American politician (born 1948)

Rebecca Hamilton (born January 8, 1948) is a former politician in the U.S. state of Oklahoma. Hamilton served in the Oklahoma House of Representatives from 1981 to 1986 and again in 2003 until 2015. Both times Hamilton represented district 89.

==Early life==
Rebecca Hamilton was born in her district in Oklahoma City, Oklahoma. Hamilton grew up in south Oklahoma City with one younger sister. Her father worked at the stockyards and her mother also worked in the stockyards as a weighmaster. Hamilton graduated from Capitol Hill High School. In high school, one of Hamilton's teachers ran for office and Hamilton helped him campaign with her classmates. This initial exposure to politics took place when Hamilton was only fifteen years old.

==Political career==
In the 1970s, Hamilton became interested with the women's rights movement and was very involved with the Women's Political Caucus. She was the state treasurer and on the finance committee of the National Women's Political Caucus. Around the time that Oklahoma was trying to ratify the Equal Rights Amendment, Hamilton ran for the Oklahoma House of Representatives and lost by 21 votes.
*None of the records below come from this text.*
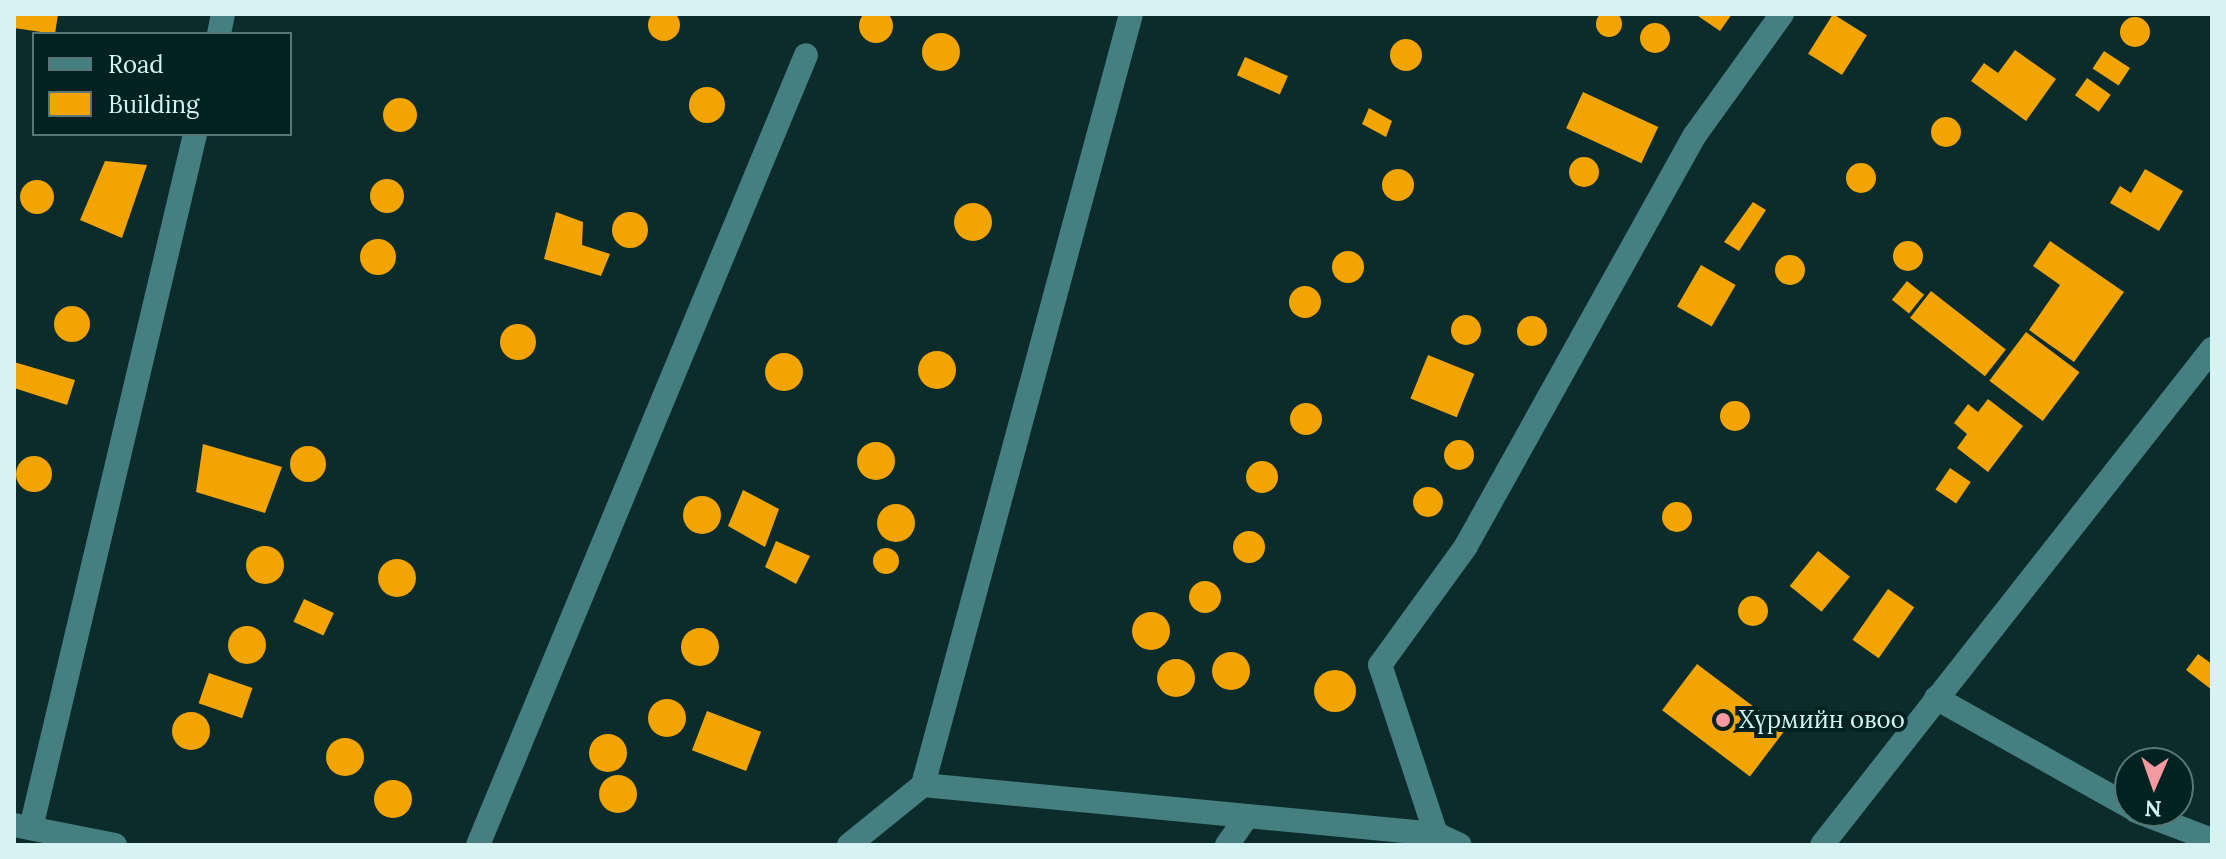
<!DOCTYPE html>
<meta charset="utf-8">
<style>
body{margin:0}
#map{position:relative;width:2226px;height:859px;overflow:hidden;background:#0c2c2c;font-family:Lora,serif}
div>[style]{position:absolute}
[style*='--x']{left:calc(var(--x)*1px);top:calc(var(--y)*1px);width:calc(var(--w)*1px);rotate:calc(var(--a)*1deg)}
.building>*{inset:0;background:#f2a402;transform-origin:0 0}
.round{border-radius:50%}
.minor>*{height:24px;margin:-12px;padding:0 12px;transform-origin:12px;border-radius:12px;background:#457f7f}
.dots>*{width:22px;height:22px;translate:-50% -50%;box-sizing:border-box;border:4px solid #022222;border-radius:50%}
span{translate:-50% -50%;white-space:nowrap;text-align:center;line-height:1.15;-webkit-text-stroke:8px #022222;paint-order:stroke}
.poi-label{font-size:24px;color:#d6f3f2}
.left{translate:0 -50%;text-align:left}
.frame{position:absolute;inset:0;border:16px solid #d6f3f2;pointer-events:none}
.legend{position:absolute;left:32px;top:32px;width:260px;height:104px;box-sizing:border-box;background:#022222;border:2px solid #577675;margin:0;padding:10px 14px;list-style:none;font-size:24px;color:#d6f3f2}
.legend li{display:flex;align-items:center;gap:16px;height:40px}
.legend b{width:40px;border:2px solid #577675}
.north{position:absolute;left:2114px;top:747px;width:80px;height:80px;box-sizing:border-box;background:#022222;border:2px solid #577675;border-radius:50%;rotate:182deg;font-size:22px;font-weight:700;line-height:32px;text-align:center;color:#d6f3f2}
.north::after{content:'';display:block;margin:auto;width:28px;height:36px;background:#f49aa1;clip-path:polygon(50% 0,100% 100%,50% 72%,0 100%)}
</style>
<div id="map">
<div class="building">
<div class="round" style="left:648px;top:9px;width:32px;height:32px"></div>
<div class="round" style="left:859px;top:9px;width:34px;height:34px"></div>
<div class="round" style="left:1596px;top:11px;width:26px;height:26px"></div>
<div style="clip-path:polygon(14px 14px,58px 14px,55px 34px,14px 28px)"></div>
<div style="clip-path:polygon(1695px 14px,1732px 14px,1720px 31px)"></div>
<div style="left:1833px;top:14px;width:40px;height:47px;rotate:32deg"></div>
<div class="round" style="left:2120px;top:17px;width:30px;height:30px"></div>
<div class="round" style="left:1640px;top:23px;width:30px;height:30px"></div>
<div class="round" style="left:922px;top:33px;width:38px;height:38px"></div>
<div class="round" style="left:1390px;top:39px;width:32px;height:32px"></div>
<div style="clip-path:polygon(2015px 50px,2056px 79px,2026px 121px,1971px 81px,1984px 63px,1998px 73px)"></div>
<div style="left:2104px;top:51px;width:31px;height:21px;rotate:33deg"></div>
<div style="left:1245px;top:57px;width:47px;height:20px;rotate:24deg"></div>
<div style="left:2087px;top:78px;width:29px;height:21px;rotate:35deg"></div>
<div class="round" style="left:689px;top:87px;width:36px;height:36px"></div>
<div style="left:1583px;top:92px;width:83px;height:40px;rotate:25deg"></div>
<div class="round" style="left:383px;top:98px;width:34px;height:34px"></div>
<div style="clip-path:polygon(1369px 108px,1392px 121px,1386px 137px,1362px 124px)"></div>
<div class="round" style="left:1931px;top:117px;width:30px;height:30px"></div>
<div class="round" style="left:1569px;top:157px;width:30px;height:30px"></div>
<div style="clip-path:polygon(105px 161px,147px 165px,122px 238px,80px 220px)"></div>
<div class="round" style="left:1846px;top:163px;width:30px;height:30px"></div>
<div style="clip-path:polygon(2145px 169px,2183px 191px,2159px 231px,2110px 203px,2120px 186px,2131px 193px)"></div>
<div class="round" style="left:1382px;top:169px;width:32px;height:32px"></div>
<div class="round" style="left:370px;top:179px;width:34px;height:34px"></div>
<div class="round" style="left:20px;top:180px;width:34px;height:34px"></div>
<div style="clip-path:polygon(1753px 202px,1766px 210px,1739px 251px,1724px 242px)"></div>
<div class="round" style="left:954px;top:203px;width:38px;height:38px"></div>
<div class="round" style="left:612px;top:212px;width:36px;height:36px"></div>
<div style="clip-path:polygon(556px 212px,583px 222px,582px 245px,610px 254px,601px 276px,544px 259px)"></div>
<div class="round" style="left:360px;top:239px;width:36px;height:36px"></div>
<div style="clip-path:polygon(2050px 241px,2124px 292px,2074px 362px,2029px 330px,2060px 285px,2033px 266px)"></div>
<div class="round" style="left:1893px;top:241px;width:30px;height:30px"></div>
<div class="round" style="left:1332px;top:251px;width:32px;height:32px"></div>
<div class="round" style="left:1775px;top:255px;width:30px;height:30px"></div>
<div style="left:1701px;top:265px;width:40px;height:48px;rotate:30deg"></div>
<div style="left:1907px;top:281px;width:22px;height:24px;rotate:39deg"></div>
<div class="round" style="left:1289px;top:286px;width:32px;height:32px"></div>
<div style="left:1931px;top:291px;width:95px;height:34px;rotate:38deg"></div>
<div class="round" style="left:54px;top:306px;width:36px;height:36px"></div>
<div class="round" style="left:1451px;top:315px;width:30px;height:30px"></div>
<div class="round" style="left:1517px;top:316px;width:30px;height:30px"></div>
<div class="round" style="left:500px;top:324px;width:36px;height:36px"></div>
<div style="left:2026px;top:332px;width:67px;height:61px;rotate:37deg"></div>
<div class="round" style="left:918px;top:351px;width:38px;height:38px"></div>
<div class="round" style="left:765px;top:353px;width:38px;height:38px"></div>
<div style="left:1428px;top:355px;width:50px;height:47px;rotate:22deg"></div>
<div style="clip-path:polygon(14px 362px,75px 380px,67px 405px,14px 388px)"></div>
<div style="clip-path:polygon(1988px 399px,2023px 426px,1988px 472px,1957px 448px,1967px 434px,1954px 423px,1968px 404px,1978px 412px)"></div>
<div class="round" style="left:1720px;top:401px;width:30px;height:30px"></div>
<div class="round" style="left:1290px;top:403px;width:32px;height:32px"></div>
<div class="round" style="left:1444px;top:440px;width:30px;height:30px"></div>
<div class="round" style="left:857px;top:442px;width:38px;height:38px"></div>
<div style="clip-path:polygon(203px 444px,282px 467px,265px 513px,196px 492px)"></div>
<div class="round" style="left:290px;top:446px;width:36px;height:36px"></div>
<div class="round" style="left:16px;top:456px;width:36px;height:36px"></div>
<div class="round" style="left:1246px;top:461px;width:32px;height:32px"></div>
<div style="left:1950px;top:468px;width:25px;height:26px;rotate:34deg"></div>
<div class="round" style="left:1413px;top:487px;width:30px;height:30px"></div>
<div style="clip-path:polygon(743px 490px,779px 509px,765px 547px,728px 526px)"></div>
<div class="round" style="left:683px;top:496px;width:38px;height:38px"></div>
<div class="round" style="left:1662px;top:502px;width:30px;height:30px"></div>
<div class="round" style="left:877px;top:504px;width:38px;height:38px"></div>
<div class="round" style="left:1233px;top:531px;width:32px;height:32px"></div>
<div style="clip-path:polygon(776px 541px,810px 556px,796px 584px,765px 567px)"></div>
<div class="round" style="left:246px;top:546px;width:38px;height:38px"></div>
<div class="round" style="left:873px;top:548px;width:26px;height:26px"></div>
<div style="left:1818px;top:551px;width:41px;height:45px;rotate:39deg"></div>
<div class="round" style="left:378px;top:559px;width:38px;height:38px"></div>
<div class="round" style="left:1189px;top:581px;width:32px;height:32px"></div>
<div style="left:1888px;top:589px;width:32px;height:62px;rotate:35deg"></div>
<div class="round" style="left:1738px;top:596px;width:30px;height:30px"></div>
<div style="left:304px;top:599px;width:33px;height:25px;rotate:25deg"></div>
<div class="round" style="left:1132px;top:612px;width:38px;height:38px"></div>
<div class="round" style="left:228px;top:626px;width:38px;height:38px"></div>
<div class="round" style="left:681px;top:628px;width:38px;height:38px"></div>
<div class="round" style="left:1212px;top:652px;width:38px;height:38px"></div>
<div style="clip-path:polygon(2198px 654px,2212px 664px,2212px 690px,2186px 670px)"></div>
<div class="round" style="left:1157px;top:659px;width:38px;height:38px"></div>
<div style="left:1697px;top:664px;width:110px;height:58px;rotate:37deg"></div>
<div class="round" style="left:1314px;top:670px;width:42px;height:42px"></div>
<div style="left:209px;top:673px;width:46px;height:32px;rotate:19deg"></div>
<div class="round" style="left:648px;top:699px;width:38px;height:38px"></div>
<div style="left:707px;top:711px;width:58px;height:42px;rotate:21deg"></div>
<div class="round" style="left:172px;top:712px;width:38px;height:38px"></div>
<div class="round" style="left:589px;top:734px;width:38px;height:38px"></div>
<div class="round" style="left:326px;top:738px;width:38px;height:38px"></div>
<div class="round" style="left:599px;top:775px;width:38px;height:38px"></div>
<div class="round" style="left:374px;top:780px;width:38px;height:38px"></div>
</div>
<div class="minor">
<div style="--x:219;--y:34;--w:20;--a:-79"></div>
<div style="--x:1936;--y:698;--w:223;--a:29.3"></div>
<div style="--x:923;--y:785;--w:799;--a:-74.9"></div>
<div style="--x:2136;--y:811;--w:81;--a:20.9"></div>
<div style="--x:14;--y:825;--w:103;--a:11.2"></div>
<div style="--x:31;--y:828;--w:713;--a:-76.7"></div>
<div style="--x:1436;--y:834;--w:178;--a:-108.3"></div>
<div style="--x:1380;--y:665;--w:147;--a:-54.1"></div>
<div style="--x:1466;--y:546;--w:470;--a:-60.9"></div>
<div style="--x:1695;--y:135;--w:149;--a:-54.3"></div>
<div style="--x:478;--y:845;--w:855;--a:-67.45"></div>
<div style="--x:849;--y:845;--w:95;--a:-39"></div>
<div style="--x:923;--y:785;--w:515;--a:5.46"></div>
<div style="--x:1436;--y:834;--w:26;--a:25"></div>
<div style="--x:1227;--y:845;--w:35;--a:-55"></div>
<div style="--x:1822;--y:845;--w:631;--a:-51.82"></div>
</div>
<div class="dots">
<div style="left:1723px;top:720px;background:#f49aa1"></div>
</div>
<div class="poi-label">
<span class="left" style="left:1739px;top:720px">Хүрмийн овоо</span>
</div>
<div class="frame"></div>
<ul class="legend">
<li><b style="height:10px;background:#457f7f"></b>Road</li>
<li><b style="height:22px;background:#f2a402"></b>Building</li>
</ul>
<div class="north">N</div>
</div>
==House of Representatives==

- 1981-1986
In 1980, Hamilton ran against an incumbent member and won. Hamilton sponsored several controversial bills during her first six years in office. Her first bill that was made into law made rape by instrumentation against the law, as well as established the illegality of spousal rape. Hamilton was the original author of the Protective Order in Oklahoma. Hamilton married fellow Oklahoma representative Rodney Hargrave in 1983. In 1986, Hamilton had a baby and decided to stay home with her children rather than running for office again.

Committees:
- Chair of Health Committee

- 2003-2015
When Hamilton came back to the House of Representatives, she had changed from pro-choice to anti-abortion. As a result, Hamilton was the primary author of House Bill 1686 in 2005. This bill required informed consent prior to an abortion and mandated parental notification before an abortion could be performed on a minor.

Committees:
- Chair of Commerce, Industry, and Labor Committee
- County and Municipal Government Committee
- Public Health Committee
- Health Committee

Hamilton served as the Assistant Democratic Floor Leader.

==Personal life==
Hamilton is married to Rodney Hargrave and has two children, John and Hamilton. She is a Catholic, having converted during her shift to an anti-abortion stance.